[Input material Boundary: Start]

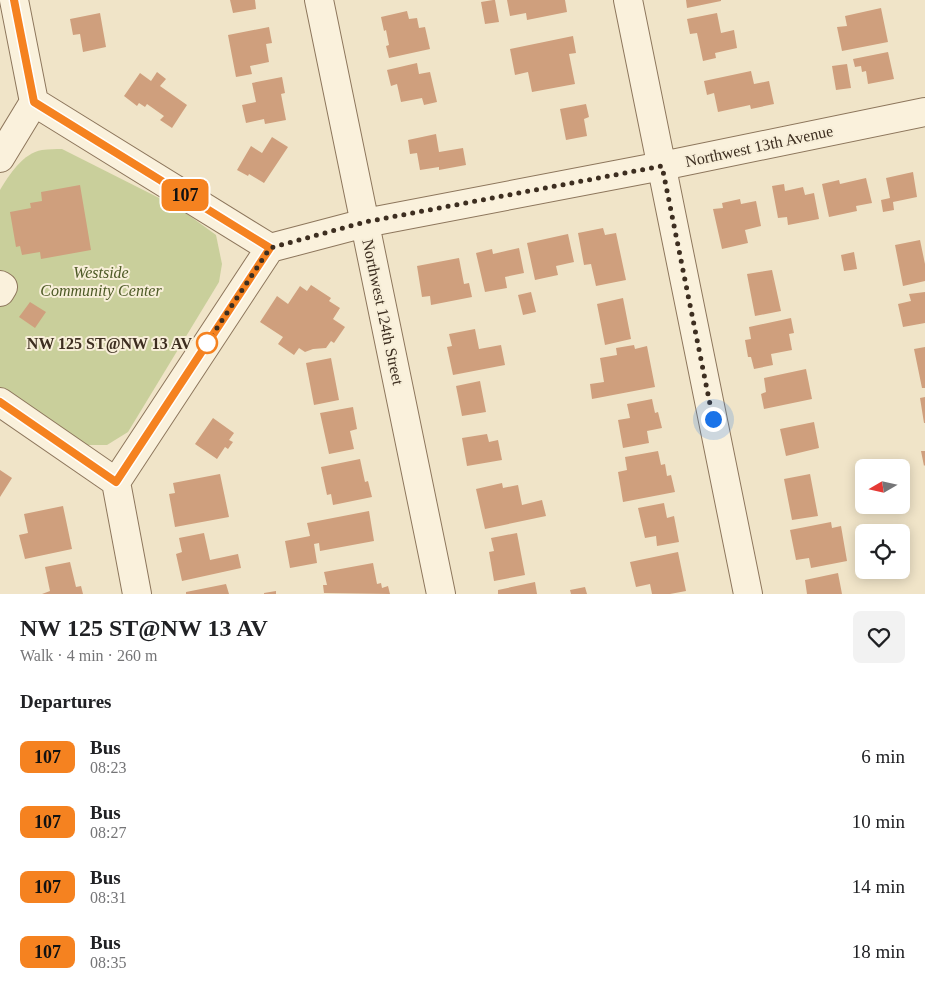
<!DOCTYPE html>
<html lang="en">
<head>
<meta charset="utf-8">
<style>
	:root { --surface:#fff; --page:#f2f2f2; --text:#202124; --muted:#757577 }
	body { margin:0; font-family:"Times New Roman",serif; background:var(--page); color:var(--text); height:100vh; display:flex; flex-direction:column; font-size:19px; white-space:nowrap }
	* { box-sizing:border-box; margin:0 }
	p { font-size:16px; color:var(--muted) }
	.icon { flex:none; width:28px; height:28px; fill:none; stroke:currentColor; stroke-width:2; stroke-linecap:round; stroke-linejoin:round }
	.map { position:relative; height:594px; overflow:hidden }
	.side { display:flex; flex-direction:column; background:var(--surface); flex:1 }
	.side>* { flex:none }
	.badge { padding:0 10px; border-radius:8px; font-size:18px; line-height:32px }
	.needle { width:32px; rotate:261deg }
	.tools { position:absolute; left:855px; top:459px; display:grid; gap:10px }
	.tools a { display:grid; place-items:center; width:55px; height:55px; border-radius:8px; background:var(--surface); box-shadow:0 2px 12px #0003; font-size:25px }
	.you { position:absolute; width:25px; height:25px; margin:-12px; border:4px solid #fff; border-radius:50%; background:#1a73e8; box-shadow:0 0 0 8px #1a73e833 }
	.map>.badge { position:absolute; translate:-50% -50%; box-shadow:0 0 0 2px #fff }
	h2 { padding:0 20px; font-size:19px; line-height:45px }
	.round { display:grid; place-items:center; flex:none; width:52px; height:52px; border-radius:8px; background:var(--page) }
	.summary { display:flex; align-items:center; justify-content:space-between; height:85px; padding:0 20px }
	h1 { font-size:24px; font-weight:600; line-height:38px }
	ul { padding:0; list-style:none }
	li { display:flex; align-items:center; gap:15px; height:65px; padding:0 20px }
	li div { flex:1 }
	li b { display:block; font-size:19px }
	li em { font-style:normal }
	li .badge { min-width:55px; font-weight:700; text-align:center }
	.map>svg:first-child { display:block }
</style>
</head>
<body>
<div class="map">
<svg width="925" height="594" viewBox="0 0 925 594">
	<rect width="100%" height="100%" fill="#f0e4c8"/>
	<path fill="#c9cf9b" d="M 62,149 L 179,208 L 216,235 L 222,264 L 219,282 L 128,432 L 107,445 L 83,445 L 0,394 L 0,190 C 9,175 23,153 42,150 C 49,149 56,149 62,149 Z"/>
	<path fill="#cf9f7d" d="M 230,0 L 255,0 L 256,9 L 233,13 Z
		M 493,0 L 495,0 L 499,22 L 485,24 L 481,2 Z
		M 507,0 L 565,0 L 567,12 L 527,20 L 526,13 L 510,16 Z
		M 686,0 L 721,0 L 721,1 L 687,8 Z
		M 881,8 L 888,42 L 842,51 L 837,27 L 847,26 L 845,16 Z
		M 407,11 L 409,19 L 417,18 L 419,28 L 425,27 L 430,49 L 389,58 L 386,46 L 389,45 L 386,30 L 384,31 L 381,17 Z
		M 100,13 L 106,47 L 83,52 L 80,34 L 73,35 L 70,19 Z
		M 717,13 L 721,33 L 734,30 L 737,48 L 715,53 L 716,58 L 703,61 L 697,33 L 690,34 L 687,19 Z
		M 269,27 L 272,43 L 266,44 L 269,62 L 250,66 L 252,74 L 236,77 L 228,35 Z
		M 573,36 L 576,53 L 569,54 L 575,84 L 532,92 L 528,72 L 515,75 L 510,49 Z
		M 888,52 L 894,79 L 868,84 L 866,71 L 862,72 L 861,66 L 855,67 L 853,59 Z
		M 417,63 L 419,74 L 430,72 L 437,102 L 424,105 L 422,98 L 401,102 L 397,84 L 391,86 L 387,70 Z
		M 847,64 L 851,88 L 836,90 L 832,66 Z
		M 751,71 L 754,84 L 769,81 L 774,104 L 751,109 L 750,105 L 718,112 L 714,93 L 707,95 L 704,81 Z
		M 157,72 L 166,79 L 160,86 L 187,105 L 172,128 L 160,120 L 164,116 L 147,104 L 145,107 L 139,103 L 137,106 L 124,96 L 140,73 L 151,81 Z
		M 282,77 L 285,93 L 281,94 L 286,120 L 265,124 L 264,119 L 246,123 L 242,105 L 256,102 L 252,83 Z
		M 586,104 L 589,117 L 584,119 L 587,136 L 566,140 L 560,109 Z
		M 436,134 L 439,152 L 463,148 L 466,165 L 439,170 L 439,167 L 420,170 L 417,153 L 410,154 L 408,140 Z
		M 272,137 L 288,147 L 264,183 L 249,174 L 248,176 L 237,170 L 251,146 L 262,153 Z
		M 913,172 L 917,197 L 893,202 L 894,210 L 883,212 L 881,200 L 890,198 L 886,178 Z
		M 866,178 L 872,203 L 856,206 L 857,211 L 829,217 L 822,184 L 839,180 L 840,184 Z
		M 784,184 L 785,191 L 803,187 L 805,195 L 814,193 L 819,219 L 788,225 L 787,217 L 778,218 L 772,186 Z
		M 80,185 L 91,250 L 41,259 L 40,252 L 22,255 L 20,246 L 16,247 L 10,212 L 31,208 L 30,203 L 42,201 L 41,192 Z
		M 740,199 L 741,204 L 756,201 L 761,226 L 745,230 L 748,243 L 722,249 L 713,209 L 723,208 L 722,203 Z
		M 603,228 L 605,235 L 616,233 L 626,280 L 596,286 L 591,264 L 584,265 L 578,233 Z
		M 568,234 L 574,262 L 556,266 L 558,275 L 535,280 L 527,243 Z
		M 920,240 L 925,264 L 925,281 L 903,286 L 895,245 Z
		M 519,248 L 524,273 L 505,277 L 507,288 L 485,292 L 476,253 L 492,249 L 493,254 Z
		M 854,252 L 857,269 L 844,271 L 841,255 Z
		M 459,258 L 464,284 L 469,283 L 472,297 L 431,305 L 430,296 L 422,297 L 417,266 Z
		M 772,270 L 781,311 L 755,316 L 747,274 Z
		M 311,285 L 331,298 L 329,301 L 340,308 L 333,319 L 345,327 L 334,343 L 331,341 L 326,348 L 313,349 L 305,352 L 299,348 L 294,355 L 278,344 L 283,337 L 260,322 L 277,296 L 288,304 L 300,286 L 307,291 Z
		M 531,292 L 536,312 L 523,315 L 518,295 Z
		M 925,292 L 925,323 L 903,327 L 898,304 L 911,301 L 909,294 Z
		M 623,298 L 631,339 L 605,345 L 597,304 Z
		M 30,302 L 46,312 L 35,328 L 19,317 Z
		M 791,318 L 794,333 L 789,334 L 792,350 L 771,354 L 773,365 L 754,369 L 751,357 L 748,357 L 745,340 L 751,339 L 749,327 Z
		M 475,329 L 479,349 L 501,345 L 505,365 L 453,375 L 447,347 L 452,346 L 449,334 Z
		M 634,345 L 635,349 L 647,346 L 655,387 L 592,399 L 590,384 L 604,382 L 600,358 L 617,355 L 616,348 Z
		M 925,347 L 925,388 L 922,388 L 914,349 Z
		M 331,358 L 339,400 L 314,405 L 306,363 Z
		M 806,369 L 812,399 L 764,409 L 761,394 L 766,392 L 764,378 Z
		M 480,381 L 486,412 L 462,416 L 456,386 Z
		M 925,397 L 925,423 L 924,423 L 920,398 Z
		M 652,399 L 655,413 L 658,412 L 662,428 L 647,431 L 649,443 L 623,448 L 618,420 L 630,418 L 627,404 Z
		M 353,407 L 357,429 L 350,431 L 354,449 L 329,454 L 320,413 Z
		M 213,418 L 234,433 L 229,440 L 233,442 L 228,449 L 225,447 L 217,459 L 195,444 Z
		M 814,422 L 819,448 L 786,456 L 780,429 Z
		M 487,434 L 489,442 L 498,440 L 502,460 L 467,466 L 462,438 Z
		M 658,451 L 661,465 L 665,464 L 667,476 L 671,475 L 675,492 L 623,502 L 618,472 L 627,470 L 625,457 Z
		M 921,451 L 925,451 L 925,465 L 924,466 Z
		M 360,459 L 365,482 L 368,481 L 372,497 L 333,505 L 331,494 L 327,495 L 321,467 Z
		M 0,470 L 12,478 L 0,497 Z
		M 220,474 L 229,517 L 175,527 L 169,494 L 175,493 L 173,483 Z
		M 810,474 L 818,516 L 792,520 L 784,479 Z
		M 502,483 L 503,488 L 518,485 L 522,505 L 542,500 L 546,516 L 485,529 L 476,489 Z
		M 664,503 L 667,518 L 674,516 L 679,542 L 657,546 L 656,536 L 645,538 L 638,508 Z
		M 63,506 L 72,549 L 25,559 L 19,535 L 28,533 L 24,514 Z
		M 369,511 L 374,541 L 320,551 L 319,543 L 314,544 L 317,563 L 290,568 L 285,541 L 310,536 L 307,523 Z
		M 831,522 L 832,528 L 841,526 L 847,561 L 811,568 L 809,558 L 796,560 L 790,530 Z
		M 204,533 L 210,560 L 238,554 L 241,568 L 182,581 L 176,554 L 182,552 L 179,538 Z
		M 517,533 L 525,575 L 494,581 L 489,552 L 494,551 L 491,538 Z
		M 678,552 L 686,591 L 670,594 L 652,594 L 650,584 L 636,587 L 630,562 Z
		M 70,562 L 76,587 L 81,586 L 83,594 L 42,594 L 50,591 L 45,567 Z
		M 373,563 L 377,584 L 381,583 L 382,588 L 388,586 L 390,594 L 324,593 L 323,585 L 327,585 L 324,572 Z
		M 838,573 L 842,594 L 807,594 L 805,580 Z
		M 535,582 L 537,594 L 498,594 L 498,590 Z
		M 226,584 L 229,594 L 186,594 L 186,592 Z
		M 585,587 L 587,594 L 571,594 L 570,590 Z
		M 276,591 L 276,594 L 264,594 L 264,593 Z"/>
	<g fill="none" stroke-linecap="round" stroke-linejoin="round">
		<g stroke="#8d765c" stroke-width="30">
			<path id="minor" d="M 14,0 L 34,102
				M 319,0 L 441,594
				M 628,0 L 748,594
				M 34,102 L 270,248
				M 0,158 L 34,102
				M 0,285 L 3,287 L 0,292
				M 0,402 L 116,482
				M 116,482 L 270,248 L 365,223 L 662,166 L 925,112
				M 116,482 L 137,594"/>
		</g>
		<use href="#minor" stroke="#faf1dc" stroke-width="28"/>
	</g>
	<g fill="none" stroke-linecap="round" stroke-linejoin="round">
		<g stroke="#fff" stroke-width="11">
			<path id="line" d="M 0,402 L 116,482 L 270,248 L 34,102 L 14,0"/>
		</g>
		<use href="#line" stroke="#f58220" stroke-width="8"/>
		<path stroke="#3d2e20" stroke-width="5" stroke-dasharray="0 9" d="M 207,343 L 270,248 L 365,222 L 662,166 L 713,419"/>
	</g>
	<circle fill="#fff" stroke="#f58220" stroke-width="2.5" cx="207" cy="343" r="10"/>
	<g text-anchor="middle" dominant-baseline="central" stroke-width="4" stroke-linejoin="round" paint-order="stroke">
		<g font-size="16" fill="#3d2e20" stroke="#f7eed8">
			<text transform="translate(759 146) rotate(-12)">Northwest 13th Avenue</text>
			<text transform="translate(383 312) rotate(78)">Northwest 124th Street</text>
		</g>
		<g font-size="16" font-style="italic" fill="#4d5a26" stroke="#f7eed8">
			<text x="101" y="272">Westside<tspan x="101" dy="18">Community Center</tspan></text>
		</g>
		<g font-size="16" font-weight="bold" fill="#3d2e20" stroke="#f7eed8" text-anchor="end">
			<text x="192" y="343">NW 125 ST@NW 13 AV</text>
		</g>
	</g>
</svg>
<div class="tools">
<a><svg class="needle" viewBox="-14 -14 28 28"><path d="M0-13l5 13h-10z" fill="#e53935"/><path d="M0 13l5-13h-10z" fill="#757577"/></svg></a>
<a><svg class="icon" aria-label="locate" viewBox="0 0 24 24"><circle cx="12" cy="12" r="6"/><path d="M12 2v4M12 18v4M2 12h4M18 12h4"/></svg></a>
</div>
<div class="you" style="left:713px;top:419px"></div>
<b class="badge" style="left:185px;top:195px;background:#f58220;color:#111">107</b>
</div>
<section class="side">
<div class="summary"><div><h1>NW 125 ST@NW 13 AV</h1><p>Walk · 4 min · 260 m</p></div><a class="round"><svg class="icon" aria-label="heart" viewBox="0 0 24 24"><path d="M12 20l-8-8c-3-5 5-10 8-4 3-6 11-1 8 4z"/></svg></a></div>
<h2>Departures</h2>
<ul>
<li><span class="badge" style="background:#f58220;color:#111">107</span><div><b>Bus</b><p>08:23</p></div><em>6 min</em></li>
<li><span class="badge" style="background:#f58220;color:#111">107</span><div><b>Bus</b><p>08:27</p></div><em>10 min</em></li>
<li><span class="badge" style="background:#f58220;color:#111">107</span><div><b>Bus</b><p>08:31</p></div><em>14 min</em></li>
<li><span class="badge" style="background:#f58220;color:#111">107</span><div><b>Bus</b><p>08:35</p></div><em>18 min</em></li>
</ul>
</section>
</body>
</html>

[Input material Boundary: End]

Task to carry out
Every line above that holds "direction" counts once; state the total and nothing else.

Solution to this task
2